Escribir como si fuéramos maduros. Como si hubiésemos crecido y
aprendido. Como si de algún modo pudiéramos juntarnos todos los humanos para
hacer un poema. Escribir sin pereza, sin miedo, sin dolor.
Escribir como si las religiones fueran la paz. Como si los credos
juntaran a los hombres y a las mujeres del mundo en la arena de una playa
inmensa, mientras todos se abrazan y se besan. Escribir como si nos amaramos.
Como si escribir no fuera gritar de furia, llorar, perder la calma por la
indignación y la tristeza.
Escribir como si no hubiera decapitaciones. Como si no hiciera
falta que los líderes del mundo se pongan de acuerdo en lanzar bombas contra
los creadores del horror, para causar más horror. Escribir con la nostalgia del
periodista que va a ser decapitado. Escribir con la mirada del francés inocente
que no pudo volver a su casa ni a su cuerpo.
Escribir sin pactar con los dictadores que hace poco queríamos
defenestrar. Escribir la historia del Medio Oriente sin Bashar al-Asad.

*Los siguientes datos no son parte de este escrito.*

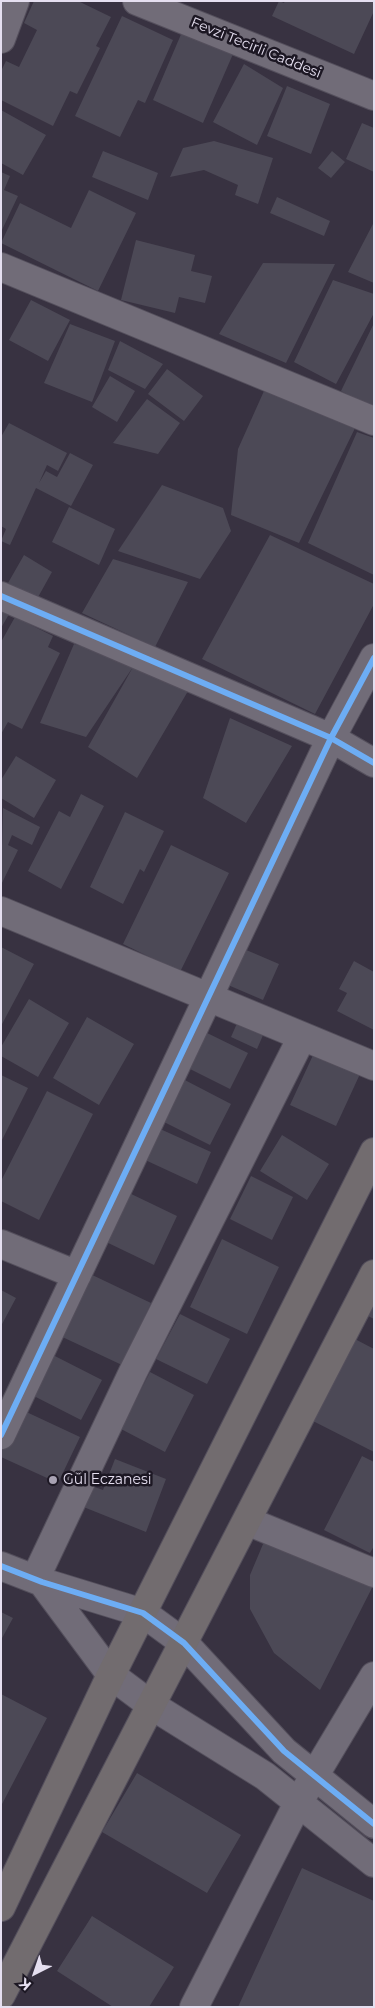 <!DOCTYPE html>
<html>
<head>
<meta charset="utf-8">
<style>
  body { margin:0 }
  #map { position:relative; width:375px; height:2008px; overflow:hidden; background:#383241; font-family:Montserrat,sans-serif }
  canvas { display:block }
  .frame { position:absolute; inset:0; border:2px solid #e5dff0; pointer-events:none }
  .north { position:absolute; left:10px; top:1948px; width:50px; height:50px; -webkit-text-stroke:4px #1c1723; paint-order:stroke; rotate:221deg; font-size:14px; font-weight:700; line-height:20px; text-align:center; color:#e5dff0 }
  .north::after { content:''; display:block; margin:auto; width:18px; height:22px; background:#e5dff0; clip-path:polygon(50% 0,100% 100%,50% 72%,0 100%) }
</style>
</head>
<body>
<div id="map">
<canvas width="375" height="2008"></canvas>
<div class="frame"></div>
<div class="north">K</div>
</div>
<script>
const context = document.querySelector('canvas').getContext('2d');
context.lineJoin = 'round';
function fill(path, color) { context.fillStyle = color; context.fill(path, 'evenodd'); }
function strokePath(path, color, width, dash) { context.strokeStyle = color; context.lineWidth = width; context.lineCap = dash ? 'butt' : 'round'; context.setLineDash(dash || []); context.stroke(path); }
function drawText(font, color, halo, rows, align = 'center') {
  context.font = font + ' Montserrat,sans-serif'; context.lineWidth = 5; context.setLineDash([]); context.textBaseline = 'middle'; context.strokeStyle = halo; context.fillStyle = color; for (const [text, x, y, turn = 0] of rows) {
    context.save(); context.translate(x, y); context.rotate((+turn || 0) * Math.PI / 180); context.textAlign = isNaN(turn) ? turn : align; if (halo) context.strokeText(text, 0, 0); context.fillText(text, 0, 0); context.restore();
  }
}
const building = new Path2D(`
  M34 1H78L111 17 96 46 100 48 77 94 70 91 53 126 1 100V71L6 61 19 67 37 30 24 23Z
  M279 1 284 3 285 1H374V11L354 54 272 16Z
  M122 16 173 40 145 103 138 100 120 137 75 116Z
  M182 32 233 54 203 123 153 100Z
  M244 64 283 88 257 145 213 122Z
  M287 86 330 104 311 154 267 136Z
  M1 110 46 135 23 175 1 163Z
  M362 123 374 128V172L346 159Z
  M214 141 273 158 258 204 235 195 238 185 204 170 170 177 183 148Z
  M103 151 158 173 148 200 92 177Z
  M332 151 345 162 331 178 318 168Z
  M1 172 10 176 4 190 18 196 1 232Z
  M89 190 136 213 98 291 1 243 20 203 71 228Z
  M277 197 330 221 324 236 270 213Z
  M374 222V283L348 272Z
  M136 240 195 255 191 271 212 276 205 303 179 297 175 313 121 300Z
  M263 263 335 264 286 363 219 334Z
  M333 280 374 294V313L336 384 294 362Z
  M31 300 70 320 48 361 9 340Z
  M374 323V409L341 391Z
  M70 324 115 341 92 402 44 383Z
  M120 341 163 364 145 389 108 370Z
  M167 369 203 396 184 421 148 394Z
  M110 376 135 391 117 422 92 407Z
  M264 391 358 422 299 543 231 515 238 449Z
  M147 399 180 423 158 454 113 443Z
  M9 423 67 453 58 471 47 465 39 483 46 471 57 477 70 453 93 465 71 506 36 488 10 545 1 541 6 529 1 526V437Z
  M357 432 374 438V575L308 543Z
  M162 485 223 508 231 531 200 579 118 551Z
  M69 507 115 529 99 565 52 542Z
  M270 535 374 584V604L315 714 202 659Z
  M24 555 52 572 37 599 8 583Z
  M113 559 188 582 155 647 82 613Z
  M1 605 12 609 1 628Z
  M15 617 53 636 48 647 60 653 22 729 8 722 1 734V642Z
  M74 644 135 663 191 686 137 778 88 747 133 667 86 737 40 723Z
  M230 718 292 746 246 823 203 798Z
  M16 756 56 780 34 818 1 798V780Z
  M81 794 104 806 61 889 28 871 59 811 70 817Z
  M3 808 40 827 32 845 12 835 8 845 18 850 1 885Z
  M125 812 164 831 144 872 140 869 123 904 90 887Z
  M171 845 229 873 180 972 123 944Z
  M1 947 34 964 1 1026Z
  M244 949 279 964 263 1000 228 985Z
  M354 961 374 972V1030L337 1011 347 993 339 989Z
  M29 999 69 1023 38 1077 1 1056V1047Z
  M87 1017 134 1044 99 1105 53 1078Z
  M238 1021 264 1033 257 1049 231 1037Z
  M203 1031 248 1053 230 1089 186 1067Z
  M314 1053 360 1074 336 1126 290 1105Z
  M1 1075 28 1088 1 1142Z
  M179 1077 231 1104 210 1145 158 1119Z
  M47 1091 93 1114 39 1220 1 1201V1181Z
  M158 1128 211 1152 197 1184 143 1159Z
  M282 1135 329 1164 307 1200 260 1171Z
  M251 1176 293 1197 272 1240 230 1219Z
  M125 1191 177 1216 154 1265 102 1240Z
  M222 1239 279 1267 247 1334 190 1307Z
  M86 1272 151 1303 122 1365 56 1334Z
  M1 1290 16 1298 1 1326Z
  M374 1295V1319L364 1314Z
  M180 1314 230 1339 207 1384 156 1359Z
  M353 1338 374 1349V1452L311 1420Z
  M47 1352 102 1380 81 1420 26 1392Z
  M150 1372 194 1395 165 1452 121 1429Z
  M20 1409 80 1437 58 1483 1 1457V1449Z
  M362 1456 374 1462V1546L370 1553 324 1530Z
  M115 1459 166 1479 146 1532 81 1506 89 1485 103 1490Z
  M266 1537 374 1584 320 1690 274 1653 250 1609V1575Z
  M1 1612 13 1618 1 1640Z
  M1 1694 47 1718 1 1806Z
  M137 1773 241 1835 207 1893 102 1832Z
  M302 1868 374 1901V2007H238Z
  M92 1916 174 1967 149 2007H113L57 1971Z`);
const minor = new Path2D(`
  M137 1 374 96
  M1 39 15 1
  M1 267 374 421
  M1 596 331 738 374 763
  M1 911 374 1066
  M1 1244 77 1275
  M1 1435 331 738 374 658
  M247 1521 374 1573
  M1 1566 42 1582 143 1613 184 1643 284 1751 374 1824
  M35 1579 133 1372 302 1037
  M42 1582 111 1675 151 1705 265 1776 374 1863
  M194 2007 298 1803 374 1676`);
const major = new Path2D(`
  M1 1907 111 1675 374 1152
  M1 1995 374 1274`);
const cycleway = new Path2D(`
  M1 596 331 738 374 763
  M1 1435 331 738 374 658
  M1 1566 42 1582 143 1613 184 1643 284 1751 374 1824`);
const markers = [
  [53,1480,5,"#a8a2b3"]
];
const streetNames = [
  ["Fevzi Tecirli Caddesi",256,48,22]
];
const poiNames = [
  ["Gül Eczanesi",63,1480]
];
fill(building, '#4c4956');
strokePath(minor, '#544f5c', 30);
strokePath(major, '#544f5c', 30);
strokePath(minor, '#716c78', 28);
strokePath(major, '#726c6f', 28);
strokePath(cycleway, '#6dadf4', 6);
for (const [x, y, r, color] of markers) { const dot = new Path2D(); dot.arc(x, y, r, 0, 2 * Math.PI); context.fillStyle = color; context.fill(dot); strokePath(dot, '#1c1723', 2); }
drawText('14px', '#e5dff0', '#1c1723', streetNames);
drawText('14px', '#e5dff0', '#1c1723', poiNames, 'left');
</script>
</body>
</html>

Escribir sin la certeza del odio entre los pueblos. Sin el fanatismo perverso
de los terroristas. Escribir como si al hacerlo salváramos vidas. Como si la
escritura pudiera limpiar el desastre. Y como si los Dioses no convocaran la
muerte.
Escribir desde el siglo XXI, sin haber aprendido nada. Escribir
sin amor. Escribir muriendo. Escribir sin ser felices. Escribir lejos de la paz
y de la voluntad de la paz. Escribir en el peligro, mientras los niños mueren,
las mujeres son violadas y las familias se rompen para siempre. Escribir como
quién recupera la cordura. Escribir como si pudiéramos recomenzar la historia.